As for your questions:

1) I don't remember seeing a recent independent comparison of STAR and Subread, but I expect both are pretty accurate and will produce similar results. STAR is probably faster, but uses a lot more memory than Subread (although the recent RSubread paper claims RSubread is faster than STAR, I will only believe this once I see an independent comparison).

A few years ago (which means, many, many versions ago), I compared STAR with --quantMode GeneCounts against Subread + featureCounts - the results were very similar, and the downstream gene expression analysis largely yielded the same results.

2) Depending on the workflow you choose, you may never use TPMs. TPMs would make sense for some visualization analyses (but there are other transformations, for example, edgeR uses CPMs, and DESeq2 uses rlog or vst transformations).

Of course, TPMs make sense for tools designed to be used with TPMs, but as I always used edgeR or DESeq2, I don't have the knowledge to comment further on this.

3) Salmon and kallisto already output TPM (along with estimated transcript counts), these would be more accurate than TPMs estimated with featureCounts output. To estimate TPMs from featureCounts output you either 1) use featureCounts to summarize over transcripts (I don't even know if featureCounts allows this, but, if it does, the counts will be bogus, because featureCounts discards reads mapping to multiple features), or 2) estimate a gene-level TPM from featureCounts results, but then, what length to use? Total gene length? Average of transcript lengths?

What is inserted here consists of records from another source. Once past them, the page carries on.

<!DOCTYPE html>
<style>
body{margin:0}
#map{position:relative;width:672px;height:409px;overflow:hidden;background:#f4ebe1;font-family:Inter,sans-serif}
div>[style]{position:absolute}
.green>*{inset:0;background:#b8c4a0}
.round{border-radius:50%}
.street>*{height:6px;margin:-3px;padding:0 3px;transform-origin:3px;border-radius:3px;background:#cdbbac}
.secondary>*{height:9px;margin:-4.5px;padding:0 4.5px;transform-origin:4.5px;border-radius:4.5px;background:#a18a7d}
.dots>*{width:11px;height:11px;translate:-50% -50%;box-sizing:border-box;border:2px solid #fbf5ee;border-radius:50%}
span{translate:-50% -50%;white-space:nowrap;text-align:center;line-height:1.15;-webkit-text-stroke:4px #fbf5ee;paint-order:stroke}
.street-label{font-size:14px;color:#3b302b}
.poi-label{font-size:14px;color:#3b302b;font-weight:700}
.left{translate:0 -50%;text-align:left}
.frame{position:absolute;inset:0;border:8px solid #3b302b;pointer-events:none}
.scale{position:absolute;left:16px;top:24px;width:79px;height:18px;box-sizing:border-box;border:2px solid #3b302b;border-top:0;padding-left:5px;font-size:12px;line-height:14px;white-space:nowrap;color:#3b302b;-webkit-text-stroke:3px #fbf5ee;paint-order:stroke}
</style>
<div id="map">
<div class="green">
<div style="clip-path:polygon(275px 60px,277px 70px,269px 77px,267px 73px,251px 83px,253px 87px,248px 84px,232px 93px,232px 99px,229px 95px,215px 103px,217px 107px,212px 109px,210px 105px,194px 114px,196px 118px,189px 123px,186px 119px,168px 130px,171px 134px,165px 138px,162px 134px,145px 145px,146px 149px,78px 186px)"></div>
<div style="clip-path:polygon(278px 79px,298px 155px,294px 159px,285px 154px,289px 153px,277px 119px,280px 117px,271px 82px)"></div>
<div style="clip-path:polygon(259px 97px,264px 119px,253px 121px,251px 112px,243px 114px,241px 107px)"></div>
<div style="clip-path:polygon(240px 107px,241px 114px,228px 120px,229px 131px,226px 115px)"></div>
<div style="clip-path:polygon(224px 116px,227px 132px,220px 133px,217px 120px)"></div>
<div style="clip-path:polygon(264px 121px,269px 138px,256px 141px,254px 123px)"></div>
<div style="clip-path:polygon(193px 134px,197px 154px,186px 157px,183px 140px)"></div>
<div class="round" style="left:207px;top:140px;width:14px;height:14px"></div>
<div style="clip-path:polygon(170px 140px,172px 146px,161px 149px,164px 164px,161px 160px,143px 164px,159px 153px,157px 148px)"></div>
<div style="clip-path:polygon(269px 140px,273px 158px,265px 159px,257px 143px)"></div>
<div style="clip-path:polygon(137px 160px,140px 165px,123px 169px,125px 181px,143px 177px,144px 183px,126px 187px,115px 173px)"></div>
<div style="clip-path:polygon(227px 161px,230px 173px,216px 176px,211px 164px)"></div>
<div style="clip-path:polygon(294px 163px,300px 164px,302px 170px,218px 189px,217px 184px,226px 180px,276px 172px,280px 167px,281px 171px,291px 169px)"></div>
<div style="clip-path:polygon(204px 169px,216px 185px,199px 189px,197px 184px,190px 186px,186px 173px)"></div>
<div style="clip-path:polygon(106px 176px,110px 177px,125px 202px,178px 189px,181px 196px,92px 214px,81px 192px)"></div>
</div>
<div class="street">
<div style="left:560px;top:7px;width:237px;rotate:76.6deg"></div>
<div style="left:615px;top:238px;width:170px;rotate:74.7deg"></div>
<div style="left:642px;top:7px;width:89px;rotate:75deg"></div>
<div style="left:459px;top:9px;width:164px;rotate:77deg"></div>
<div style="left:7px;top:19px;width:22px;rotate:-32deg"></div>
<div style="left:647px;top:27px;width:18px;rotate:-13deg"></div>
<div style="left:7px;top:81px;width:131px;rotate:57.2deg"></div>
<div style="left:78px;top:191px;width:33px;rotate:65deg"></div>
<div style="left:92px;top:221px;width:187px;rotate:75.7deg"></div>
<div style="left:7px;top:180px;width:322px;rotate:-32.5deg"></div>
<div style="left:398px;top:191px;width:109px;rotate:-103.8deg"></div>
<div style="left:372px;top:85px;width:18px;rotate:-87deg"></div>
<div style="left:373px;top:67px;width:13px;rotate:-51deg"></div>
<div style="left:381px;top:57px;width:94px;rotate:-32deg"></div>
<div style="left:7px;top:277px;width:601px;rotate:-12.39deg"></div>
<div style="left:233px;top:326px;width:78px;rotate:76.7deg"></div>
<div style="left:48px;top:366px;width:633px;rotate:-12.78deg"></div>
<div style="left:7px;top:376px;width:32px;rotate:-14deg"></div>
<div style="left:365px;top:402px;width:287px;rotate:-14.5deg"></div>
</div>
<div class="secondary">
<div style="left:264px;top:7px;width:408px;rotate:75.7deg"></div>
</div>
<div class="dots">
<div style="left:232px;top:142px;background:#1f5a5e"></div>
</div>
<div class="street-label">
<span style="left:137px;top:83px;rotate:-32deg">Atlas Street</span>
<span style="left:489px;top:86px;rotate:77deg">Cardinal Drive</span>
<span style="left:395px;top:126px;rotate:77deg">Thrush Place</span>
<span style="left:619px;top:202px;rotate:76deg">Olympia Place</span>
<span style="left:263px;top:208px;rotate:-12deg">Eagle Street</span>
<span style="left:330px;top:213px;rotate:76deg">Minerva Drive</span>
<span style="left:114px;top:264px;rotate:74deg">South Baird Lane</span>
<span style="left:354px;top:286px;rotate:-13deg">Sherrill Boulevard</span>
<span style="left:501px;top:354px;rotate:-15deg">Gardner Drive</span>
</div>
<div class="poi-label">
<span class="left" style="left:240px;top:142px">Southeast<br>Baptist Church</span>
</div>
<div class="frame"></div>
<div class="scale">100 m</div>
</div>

score 4 · Answer 3 · 2020-09-24

To answer the question "Is there any reason why we still use TPM for downstream analysis? and when do we need to use TPM?", there are plenty of reasons to use TPM in downstream analysis. Differential gene expression is only one type of downstream analysis. There are others: GSEA, correlation between genes, machine learning, etc. TPM is even preferred in certain cases because it actually normalizes for transcript length (so, within a single sample, you can figure out whether transcript A or transcript B is more abundant). TPMs aren't going away anytime soon.

I personally recommend using pseudoalignment (e.g. Kallisto) for most of your RNA-seq purposes. You can get estimated counts and TPMs in a fast and accurate way and you can do downstream DE analysis with sleuth or DESeq2.